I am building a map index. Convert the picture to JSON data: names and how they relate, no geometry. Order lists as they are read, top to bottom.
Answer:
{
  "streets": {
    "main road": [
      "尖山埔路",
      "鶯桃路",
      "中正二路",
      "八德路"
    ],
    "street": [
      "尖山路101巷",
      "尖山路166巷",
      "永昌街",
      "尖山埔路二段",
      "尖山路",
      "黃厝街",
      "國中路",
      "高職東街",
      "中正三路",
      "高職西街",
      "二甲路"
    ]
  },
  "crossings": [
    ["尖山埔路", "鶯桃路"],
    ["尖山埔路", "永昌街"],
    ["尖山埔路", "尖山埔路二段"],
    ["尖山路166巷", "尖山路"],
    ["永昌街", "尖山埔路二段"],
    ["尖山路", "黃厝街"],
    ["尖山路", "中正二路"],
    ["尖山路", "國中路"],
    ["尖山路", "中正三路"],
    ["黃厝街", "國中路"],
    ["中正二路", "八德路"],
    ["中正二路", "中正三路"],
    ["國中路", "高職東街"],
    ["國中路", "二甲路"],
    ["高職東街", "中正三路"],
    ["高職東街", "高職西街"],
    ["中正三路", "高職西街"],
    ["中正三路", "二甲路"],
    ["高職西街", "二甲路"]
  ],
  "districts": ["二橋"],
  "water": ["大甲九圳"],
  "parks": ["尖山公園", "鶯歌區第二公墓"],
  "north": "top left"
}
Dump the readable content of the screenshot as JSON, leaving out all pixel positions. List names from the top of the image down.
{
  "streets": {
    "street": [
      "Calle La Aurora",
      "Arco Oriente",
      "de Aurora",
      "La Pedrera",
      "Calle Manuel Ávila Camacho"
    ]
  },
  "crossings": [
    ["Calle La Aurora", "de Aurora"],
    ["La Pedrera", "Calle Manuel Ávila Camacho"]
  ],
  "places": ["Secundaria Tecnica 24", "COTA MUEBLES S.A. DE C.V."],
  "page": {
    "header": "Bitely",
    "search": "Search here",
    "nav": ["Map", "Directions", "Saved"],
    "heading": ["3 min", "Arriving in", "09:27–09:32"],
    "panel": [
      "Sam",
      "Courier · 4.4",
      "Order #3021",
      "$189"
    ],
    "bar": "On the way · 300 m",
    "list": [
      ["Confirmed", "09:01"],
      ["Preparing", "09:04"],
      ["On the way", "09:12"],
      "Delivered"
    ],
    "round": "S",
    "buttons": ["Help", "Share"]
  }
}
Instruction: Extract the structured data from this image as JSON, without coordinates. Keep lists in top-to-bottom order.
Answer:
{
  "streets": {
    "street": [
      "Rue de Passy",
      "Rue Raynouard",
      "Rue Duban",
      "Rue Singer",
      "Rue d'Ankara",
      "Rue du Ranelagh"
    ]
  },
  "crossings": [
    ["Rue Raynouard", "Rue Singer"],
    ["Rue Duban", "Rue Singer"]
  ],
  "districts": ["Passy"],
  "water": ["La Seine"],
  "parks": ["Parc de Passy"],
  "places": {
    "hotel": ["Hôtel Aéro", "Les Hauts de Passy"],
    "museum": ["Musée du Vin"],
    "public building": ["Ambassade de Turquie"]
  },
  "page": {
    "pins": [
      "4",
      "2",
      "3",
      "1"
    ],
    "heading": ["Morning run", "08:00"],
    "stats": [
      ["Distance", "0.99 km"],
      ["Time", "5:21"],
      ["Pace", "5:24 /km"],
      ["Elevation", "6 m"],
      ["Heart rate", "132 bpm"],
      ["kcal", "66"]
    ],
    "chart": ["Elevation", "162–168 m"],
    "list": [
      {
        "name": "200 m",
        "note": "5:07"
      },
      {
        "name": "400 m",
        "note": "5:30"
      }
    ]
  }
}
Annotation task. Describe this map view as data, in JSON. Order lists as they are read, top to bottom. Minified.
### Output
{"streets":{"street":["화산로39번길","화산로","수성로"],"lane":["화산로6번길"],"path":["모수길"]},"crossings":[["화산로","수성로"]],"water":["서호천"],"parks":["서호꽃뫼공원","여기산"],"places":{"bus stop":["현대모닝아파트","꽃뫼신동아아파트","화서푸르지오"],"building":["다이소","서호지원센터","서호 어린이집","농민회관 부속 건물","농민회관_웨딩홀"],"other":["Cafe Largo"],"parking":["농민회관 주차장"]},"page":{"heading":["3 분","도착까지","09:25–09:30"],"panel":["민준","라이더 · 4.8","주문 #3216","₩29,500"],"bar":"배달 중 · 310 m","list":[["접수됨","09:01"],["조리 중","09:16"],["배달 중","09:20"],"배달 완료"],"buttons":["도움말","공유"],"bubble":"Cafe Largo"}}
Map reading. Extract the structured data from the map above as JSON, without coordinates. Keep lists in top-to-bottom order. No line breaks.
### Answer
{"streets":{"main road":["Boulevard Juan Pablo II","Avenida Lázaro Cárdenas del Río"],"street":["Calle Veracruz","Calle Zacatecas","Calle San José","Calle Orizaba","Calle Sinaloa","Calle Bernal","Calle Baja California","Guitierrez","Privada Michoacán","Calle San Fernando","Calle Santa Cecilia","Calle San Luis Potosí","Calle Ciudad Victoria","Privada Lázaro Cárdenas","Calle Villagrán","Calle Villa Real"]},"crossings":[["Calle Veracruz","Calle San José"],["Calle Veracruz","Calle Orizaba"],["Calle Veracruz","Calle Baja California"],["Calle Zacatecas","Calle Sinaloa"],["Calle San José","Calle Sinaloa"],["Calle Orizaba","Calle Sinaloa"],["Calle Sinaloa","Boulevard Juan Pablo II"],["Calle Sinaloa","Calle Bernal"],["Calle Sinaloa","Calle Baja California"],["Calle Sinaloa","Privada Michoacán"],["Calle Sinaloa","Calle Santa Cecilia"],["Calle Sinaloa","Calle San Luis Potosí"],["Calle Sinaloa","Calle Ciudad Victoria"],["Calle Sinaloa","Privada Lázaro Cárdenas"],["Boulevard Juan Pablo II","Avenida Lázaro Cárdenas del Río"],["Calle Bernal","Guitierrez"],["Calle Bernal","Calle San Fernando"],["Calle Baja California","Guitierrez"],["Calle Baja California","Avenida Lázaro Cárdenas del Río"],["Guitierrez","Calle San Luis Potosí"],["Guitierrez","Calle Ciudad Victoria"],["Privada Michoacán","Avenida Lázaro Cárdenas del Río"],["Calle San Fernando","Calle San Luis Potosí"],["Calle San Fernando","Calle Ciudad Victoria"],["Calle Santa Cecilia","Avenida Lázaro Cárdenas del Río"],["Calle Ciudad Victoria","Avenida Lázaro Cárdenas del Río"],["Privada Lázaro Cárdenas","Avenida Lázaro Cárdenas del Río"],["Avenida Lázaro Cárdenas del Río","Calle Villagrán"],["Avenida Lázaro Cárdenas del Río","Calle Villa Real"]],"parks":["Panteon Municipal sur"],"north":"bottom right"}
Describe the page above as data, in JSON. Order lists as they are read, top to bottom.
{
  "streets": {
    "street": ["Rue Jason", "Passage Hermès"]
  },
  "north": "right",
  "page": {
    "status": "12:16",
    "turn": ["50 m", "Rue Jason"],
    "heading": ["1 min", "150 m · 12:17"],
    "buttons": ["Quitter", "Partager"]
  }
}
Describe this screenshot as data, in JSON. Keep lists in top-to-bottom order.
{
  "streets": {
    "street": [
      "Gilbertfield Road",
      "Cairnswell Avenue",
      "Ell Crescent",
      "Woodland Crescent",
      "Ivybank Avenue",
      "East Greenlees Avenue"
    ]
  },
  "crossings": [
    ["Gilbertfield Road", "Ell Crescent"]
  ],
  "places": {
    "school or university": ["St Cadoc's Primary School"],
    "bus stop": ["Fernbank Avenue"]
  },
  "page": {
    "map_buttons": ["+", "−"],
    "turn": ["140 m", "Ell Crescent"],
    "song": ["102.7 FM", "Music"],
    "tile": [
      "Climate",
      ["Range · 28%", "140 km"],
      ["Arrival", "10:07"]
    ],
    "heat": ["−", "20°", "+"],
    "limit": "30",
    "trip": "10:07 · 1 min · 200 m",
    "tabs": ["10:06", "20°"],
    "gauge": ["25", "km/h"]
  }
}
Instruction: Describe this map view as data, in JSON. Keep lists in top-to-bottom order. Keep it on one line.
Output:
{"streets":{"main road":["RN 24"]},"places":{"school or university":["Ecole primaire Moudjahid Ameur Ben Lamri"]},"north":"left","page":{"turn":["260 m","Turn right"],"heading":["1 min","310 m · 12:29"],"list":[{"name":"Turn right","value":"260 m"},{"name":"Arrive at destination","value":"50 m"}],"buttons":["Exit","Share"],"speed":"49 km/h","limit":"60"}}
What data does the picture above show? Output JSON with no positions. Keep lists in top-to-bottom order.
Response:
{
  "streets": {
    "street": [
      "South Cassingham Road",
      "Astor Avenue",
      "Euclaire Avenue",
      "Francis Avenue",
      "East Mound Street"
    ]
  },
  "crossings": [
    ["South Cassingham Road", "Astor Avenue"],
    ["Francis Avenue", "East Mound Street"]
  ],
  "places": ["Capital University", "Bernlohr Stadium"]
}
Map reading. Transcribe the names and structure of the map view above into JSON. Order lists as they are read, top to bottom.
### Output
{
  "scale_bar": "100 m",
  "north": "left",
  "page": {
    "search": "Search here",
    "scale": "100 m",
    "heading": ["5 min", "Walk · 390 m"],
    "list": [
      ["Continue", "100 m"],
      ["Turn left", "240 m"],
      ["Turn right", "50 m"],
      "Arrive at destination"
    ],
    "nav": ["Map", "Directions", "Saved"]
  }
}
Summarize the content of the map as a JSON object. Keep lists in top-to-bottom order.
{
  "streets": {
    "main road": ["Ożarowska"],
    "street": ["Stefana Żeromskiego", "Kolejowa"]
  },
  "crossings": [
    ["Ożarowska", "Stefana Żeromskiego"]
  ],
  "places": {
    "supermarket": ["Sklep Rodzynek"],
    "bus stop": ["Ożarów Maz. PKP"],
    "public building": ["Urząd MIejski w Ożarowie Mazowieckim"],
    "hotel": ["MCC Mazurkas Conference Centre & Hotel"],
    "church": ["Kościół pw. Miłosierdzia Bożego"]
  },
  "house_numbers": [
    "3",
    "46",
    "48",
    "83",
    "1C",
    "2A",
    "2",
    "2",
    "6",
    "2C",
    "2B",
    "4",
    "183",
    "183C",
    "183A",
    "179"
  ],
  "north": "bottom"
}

To do:
Filter the records above for the string "screenshot" and copy each matching line.

Finished exercise:
Dump the readable content of the screenshot as JSON, leaving out all pixel positions. List names from the top of the image down.
Describe this screenshot as data, in JSON. Keep lists in top-to-bottom order.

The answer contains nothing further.